Tra le aziende italiane implicate nel traffico figura anche una società con sede a Roma, operante nel commercio di elicotteri, la quale, sulla base degli elementi di prova raccolti dai finanzieri, avrebbe in almeno un caso ceduto sistemi d’arma verso l’Iran avvalendosi di triangolazioni con società estere, oltre a svariati altri tentativi che secondo gli investigatori sarebbero stati compiuti in modo diretto ed univoco al fine di vendere elicotteri militari, fucili d’assalto, munizionamento da guerra, missili anti-carro e terra/aria nei due citati Paesi.
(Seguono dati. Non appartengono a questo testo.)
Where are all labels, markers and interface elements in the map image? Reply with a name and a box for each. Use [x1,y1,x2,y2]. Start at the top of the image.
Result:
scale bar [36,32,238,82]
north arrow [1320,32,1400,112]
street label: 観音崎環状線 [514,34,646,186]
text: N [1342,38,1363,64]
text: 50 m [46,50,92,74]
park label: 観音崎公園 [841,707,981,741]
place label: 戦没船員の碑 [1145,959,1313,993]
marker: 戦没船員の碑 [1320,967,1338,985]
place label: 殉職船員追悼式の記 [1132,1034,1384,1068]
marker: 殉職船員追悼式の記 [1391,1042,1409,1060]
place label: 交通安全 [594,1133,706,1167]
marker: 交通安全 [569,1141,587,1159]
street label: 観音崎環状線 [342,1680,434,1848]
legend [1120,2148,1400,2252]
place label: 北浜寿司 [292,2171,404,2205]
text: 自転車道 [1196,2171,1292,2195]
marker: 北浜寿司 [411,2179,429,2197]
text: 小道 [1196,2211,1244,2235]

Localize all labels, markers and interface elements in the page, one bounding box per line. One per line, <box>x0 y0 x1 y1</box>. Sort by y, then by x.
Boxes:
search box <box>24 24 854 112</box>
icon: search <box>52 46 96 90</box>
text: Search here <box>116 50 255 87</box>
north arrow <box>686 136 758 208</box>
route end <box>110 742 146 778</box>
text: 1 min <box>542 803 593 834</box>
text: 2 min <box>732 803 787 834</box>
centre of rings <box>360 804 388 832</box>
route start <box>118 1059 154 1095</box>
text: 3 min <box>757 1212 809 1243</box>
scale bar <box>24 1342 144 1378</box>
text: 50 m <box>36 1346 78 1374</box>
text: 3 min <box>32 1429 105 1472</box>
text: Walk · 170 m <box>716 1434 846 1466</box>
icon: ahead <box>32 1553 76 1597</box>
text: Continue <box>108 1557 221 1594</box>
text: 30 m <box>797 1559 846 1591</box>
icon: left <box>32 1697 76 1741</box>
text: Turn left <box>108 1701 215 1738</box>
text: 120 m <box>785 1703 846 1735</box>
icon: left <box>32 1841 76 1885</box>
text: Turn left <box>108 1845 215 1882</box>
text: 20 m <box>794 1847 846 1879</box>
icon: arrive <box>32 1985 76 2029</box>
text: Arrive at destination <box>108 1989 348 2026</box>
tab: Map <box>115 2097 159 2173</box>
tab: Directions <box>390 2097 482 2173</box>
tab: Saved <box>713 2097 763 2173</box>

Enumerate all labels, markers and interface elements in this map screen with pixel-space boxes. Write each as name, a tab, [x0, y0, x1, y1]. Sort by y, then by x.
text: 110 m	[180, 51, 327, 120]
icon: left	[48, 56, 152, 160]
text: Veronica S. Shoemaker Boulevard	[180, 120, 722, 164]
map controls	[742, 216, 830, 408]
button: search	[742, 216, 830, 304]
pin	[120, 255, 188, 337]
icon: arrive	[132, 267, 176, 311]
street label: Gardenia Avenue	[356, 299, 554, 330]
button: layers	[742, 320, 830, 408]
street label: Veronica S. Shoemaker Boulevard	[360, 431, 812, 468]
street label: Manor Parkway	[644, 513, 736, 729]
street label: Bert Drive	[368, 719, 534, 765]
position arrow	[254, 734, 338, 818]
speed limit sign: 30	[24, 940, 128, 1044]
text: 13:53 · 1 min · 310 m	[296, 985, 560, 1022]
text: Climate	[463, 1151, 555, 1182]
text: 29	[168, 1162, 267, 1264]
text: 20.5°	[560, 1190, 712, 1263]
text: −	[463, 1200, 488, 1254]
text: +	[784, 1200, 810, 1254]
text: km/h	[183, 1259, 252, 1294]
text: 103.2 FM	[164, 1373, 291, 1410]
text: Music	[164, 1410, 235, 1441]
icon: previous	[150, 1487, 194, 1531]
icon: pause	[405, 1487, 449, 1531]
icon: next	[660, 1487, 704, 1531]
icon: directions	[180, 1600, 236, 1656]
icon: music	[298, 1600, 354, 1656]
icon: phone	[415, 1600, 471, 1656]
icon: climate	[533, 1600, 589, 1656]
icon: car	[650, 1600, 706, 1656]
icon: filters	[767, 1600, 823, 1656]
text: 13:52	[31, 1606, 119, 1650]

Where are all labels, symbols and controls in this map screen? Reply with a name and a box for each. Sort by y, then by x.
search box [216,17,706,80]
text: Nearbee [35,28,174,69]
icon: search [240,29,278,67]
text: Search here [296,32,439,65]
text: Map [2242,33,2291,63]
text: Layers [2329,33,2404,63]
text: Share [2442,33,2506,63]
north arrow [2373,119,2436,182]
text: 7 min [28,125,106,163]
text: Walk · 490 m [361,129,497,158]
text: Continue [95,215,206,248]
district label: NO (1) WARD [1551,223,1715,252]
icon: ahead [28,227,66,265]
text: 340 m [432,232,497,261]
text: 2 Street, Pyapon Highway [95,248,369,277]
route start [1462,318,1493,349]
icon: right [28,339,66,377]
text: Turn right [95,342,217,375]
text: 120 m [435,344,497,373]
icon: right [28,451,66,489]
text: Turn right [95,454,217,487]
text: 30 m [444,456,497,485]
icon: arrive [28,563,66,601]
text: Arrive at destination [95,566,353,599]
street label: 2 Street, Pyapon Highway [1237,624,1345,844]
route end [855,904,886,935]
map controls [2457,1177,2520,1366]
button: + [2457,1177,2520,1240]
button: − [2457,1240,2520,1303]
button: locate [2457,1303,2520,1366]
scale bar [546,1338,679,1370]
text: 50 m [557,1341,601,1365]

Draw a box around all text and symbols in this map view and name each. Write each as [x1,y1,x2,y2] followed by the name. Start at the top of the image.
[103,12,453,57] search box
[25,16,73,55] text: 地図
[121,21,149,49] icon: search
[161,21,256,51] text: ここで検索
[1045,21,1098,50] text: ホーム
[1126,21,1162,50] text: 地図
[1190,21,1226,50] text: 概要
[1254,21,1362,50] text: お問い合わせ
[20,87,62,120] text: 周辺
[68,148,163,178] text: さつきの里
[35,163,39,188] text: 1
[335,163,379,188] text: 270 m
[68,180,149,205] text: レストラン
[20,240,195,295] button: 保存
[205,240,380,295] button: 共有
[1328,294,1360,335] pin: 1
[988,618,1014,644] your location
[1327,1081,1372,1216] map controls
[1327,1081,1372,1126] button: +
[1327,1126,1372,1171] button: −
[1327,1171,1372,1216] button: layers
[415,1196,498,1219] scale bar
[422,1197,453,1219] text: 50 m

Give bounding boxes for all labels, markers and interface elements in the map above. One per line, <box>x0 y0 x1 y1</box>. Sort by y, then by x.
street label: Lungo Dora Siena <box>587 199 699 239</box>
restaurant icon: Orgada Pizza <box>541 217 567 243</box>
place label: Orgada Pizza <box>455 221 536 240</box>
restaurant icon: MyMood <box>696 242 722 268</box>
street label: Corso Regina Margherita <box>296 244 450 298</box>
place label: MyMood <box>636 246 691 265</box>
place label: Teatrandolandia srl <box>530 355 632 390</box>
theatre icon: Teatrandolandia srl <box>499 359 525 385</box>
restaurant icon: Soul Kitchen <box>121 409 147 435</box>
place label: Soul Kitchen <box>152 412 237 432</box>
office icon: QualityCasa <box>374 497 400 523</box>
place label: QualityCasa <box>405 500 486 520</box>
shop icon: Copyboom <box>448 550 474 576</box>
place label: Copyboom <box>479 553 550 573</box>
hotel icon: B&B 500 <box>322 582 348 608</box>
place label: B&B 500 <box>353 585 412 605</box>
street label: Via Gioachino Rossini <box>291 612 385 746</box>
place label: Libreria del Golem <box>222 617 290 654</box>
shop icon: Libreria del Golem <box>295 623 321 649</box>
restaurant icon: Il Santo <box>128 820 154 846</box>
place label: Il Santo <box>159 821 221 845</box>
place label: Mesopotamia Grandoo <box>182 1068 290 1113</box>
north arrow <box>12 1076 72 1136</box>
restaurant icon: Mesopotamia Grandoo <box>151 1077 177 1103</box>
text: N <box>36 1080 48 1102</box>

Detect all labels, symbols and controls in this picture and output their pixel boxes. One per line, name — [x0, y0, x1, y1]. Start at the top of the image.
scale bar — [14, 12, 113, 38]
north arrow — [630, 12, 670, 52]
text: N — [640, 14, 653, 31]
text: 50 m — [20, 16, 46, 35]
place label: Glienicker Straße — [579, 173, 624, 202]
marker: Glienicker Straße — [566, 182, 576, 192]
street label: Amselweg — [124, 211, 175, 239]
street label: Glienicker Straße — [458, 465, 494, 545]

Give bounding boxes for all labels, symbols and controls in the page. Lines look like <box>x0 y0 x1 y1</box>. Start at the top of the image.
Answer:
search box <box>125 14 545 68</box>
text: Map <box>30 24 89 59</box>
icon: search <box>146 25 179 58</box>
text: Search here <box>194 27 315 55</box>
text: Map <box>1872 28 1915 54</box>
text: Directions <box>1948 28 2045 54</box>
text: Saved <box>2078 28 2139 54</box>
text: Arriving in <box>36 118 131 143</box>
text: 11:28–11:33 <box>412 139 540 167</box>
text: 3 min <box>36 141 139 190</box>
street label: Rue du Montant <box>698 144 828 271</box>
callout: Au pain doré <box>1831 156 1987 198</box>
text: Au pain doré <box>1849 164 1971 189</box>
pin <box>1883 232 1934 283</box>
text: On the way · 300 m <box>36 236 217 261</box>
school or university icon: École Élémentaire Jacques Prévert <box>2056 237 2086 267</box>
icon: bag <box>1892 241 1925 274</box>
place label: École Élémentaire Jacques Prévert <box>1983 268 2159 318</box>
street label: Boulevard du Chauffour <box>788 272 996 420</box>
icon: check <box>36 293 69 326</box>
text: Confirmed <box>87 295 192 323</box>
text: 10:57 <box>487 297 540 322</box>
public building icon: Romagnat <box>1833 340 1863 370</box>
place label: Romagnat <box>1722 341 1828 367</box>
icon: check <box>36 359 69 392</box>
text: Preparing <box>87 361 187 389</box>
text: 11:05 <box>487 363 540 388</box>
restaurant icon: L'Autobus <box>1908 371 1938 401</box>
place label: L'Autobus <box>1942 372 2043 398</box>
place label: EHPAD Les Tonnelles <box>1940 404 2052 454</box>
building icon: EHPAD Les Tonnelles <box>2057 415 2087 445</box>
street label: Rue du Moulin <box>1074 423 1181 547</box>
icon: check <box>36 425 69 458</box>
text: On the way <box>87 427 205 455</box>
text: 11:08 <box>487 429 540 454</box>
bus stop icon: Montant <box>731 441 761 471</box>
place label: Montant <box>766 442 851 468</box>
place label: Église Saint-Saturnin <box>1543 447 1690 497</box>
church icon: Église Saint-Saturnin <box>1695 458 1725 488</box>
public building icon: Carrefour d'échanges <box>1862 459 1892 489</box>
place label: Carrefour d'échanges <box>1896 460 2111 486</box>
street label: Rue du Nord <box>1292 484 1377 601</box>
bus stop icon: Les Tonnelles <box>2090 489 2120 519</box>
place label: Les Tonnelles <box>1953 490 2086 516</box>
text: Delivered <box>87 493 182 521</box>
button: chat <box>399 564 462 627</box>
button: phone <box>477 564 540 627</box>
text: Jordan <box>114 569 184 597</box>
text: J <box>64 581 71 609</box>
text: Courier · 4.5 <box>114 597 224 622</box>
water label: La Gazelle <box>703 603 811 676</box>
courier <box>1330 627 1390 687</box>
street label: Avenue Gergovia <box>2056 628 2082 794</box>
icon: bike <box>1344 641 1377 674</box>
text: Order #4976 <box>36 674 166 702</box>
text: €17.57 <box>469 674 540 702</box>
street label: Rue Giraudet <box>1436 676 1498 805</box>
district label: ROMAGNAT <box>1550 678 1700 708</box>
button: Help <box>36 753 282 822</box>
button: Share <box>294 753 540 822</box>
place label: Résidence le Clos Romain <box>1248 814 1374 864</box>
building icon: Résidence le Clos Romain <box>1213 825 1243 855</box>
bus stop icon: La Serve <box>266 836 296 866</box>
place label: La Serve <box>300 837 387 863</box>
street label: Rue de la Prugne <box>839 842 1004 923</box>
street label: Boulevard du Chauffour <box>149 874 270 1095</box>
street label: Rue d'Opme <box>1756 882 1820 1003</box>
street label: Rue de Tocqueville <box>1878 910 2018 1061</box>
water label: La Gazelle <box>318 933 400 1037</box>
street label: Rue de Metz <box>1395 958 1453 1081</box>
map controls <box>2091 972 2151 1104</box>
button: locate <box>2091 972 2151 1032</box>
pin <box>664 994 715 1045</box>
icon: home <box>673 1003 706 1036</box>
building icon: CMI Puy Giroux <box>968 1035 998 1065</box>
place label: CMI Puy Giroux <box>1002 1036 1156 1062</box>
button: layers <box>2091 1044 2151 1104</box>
Indicativo rilevare come gli uomini della Guardia di Finanza siano arrivati a scoprire il tutto grazie ad una pregressa indagine risalente al 2011, condotta nel settore della criminalità organizzata.
In quel caso i finanzieri dello SCICO, su ordine della D.D.A. di Napoli, stavano seguendo le mosse di un individuo ritenuto vicino alla c.d. “Mala del Brenta”. Durante quella stessa indagine i militari intercettarono una telefonata del sospettato diretta a un individuo contiguo al clan dei Casalesi, conversazione nella quale gli chiedeva di trovargli persone capace di addestrare alla guerriglia un gruppo di mercenari somali.
Fu proprio quell’episodio a svelare successivamente alle fiamme gialle l’esistenza di tale traffico, nonché svelare le identità di chi lo stava conducendo.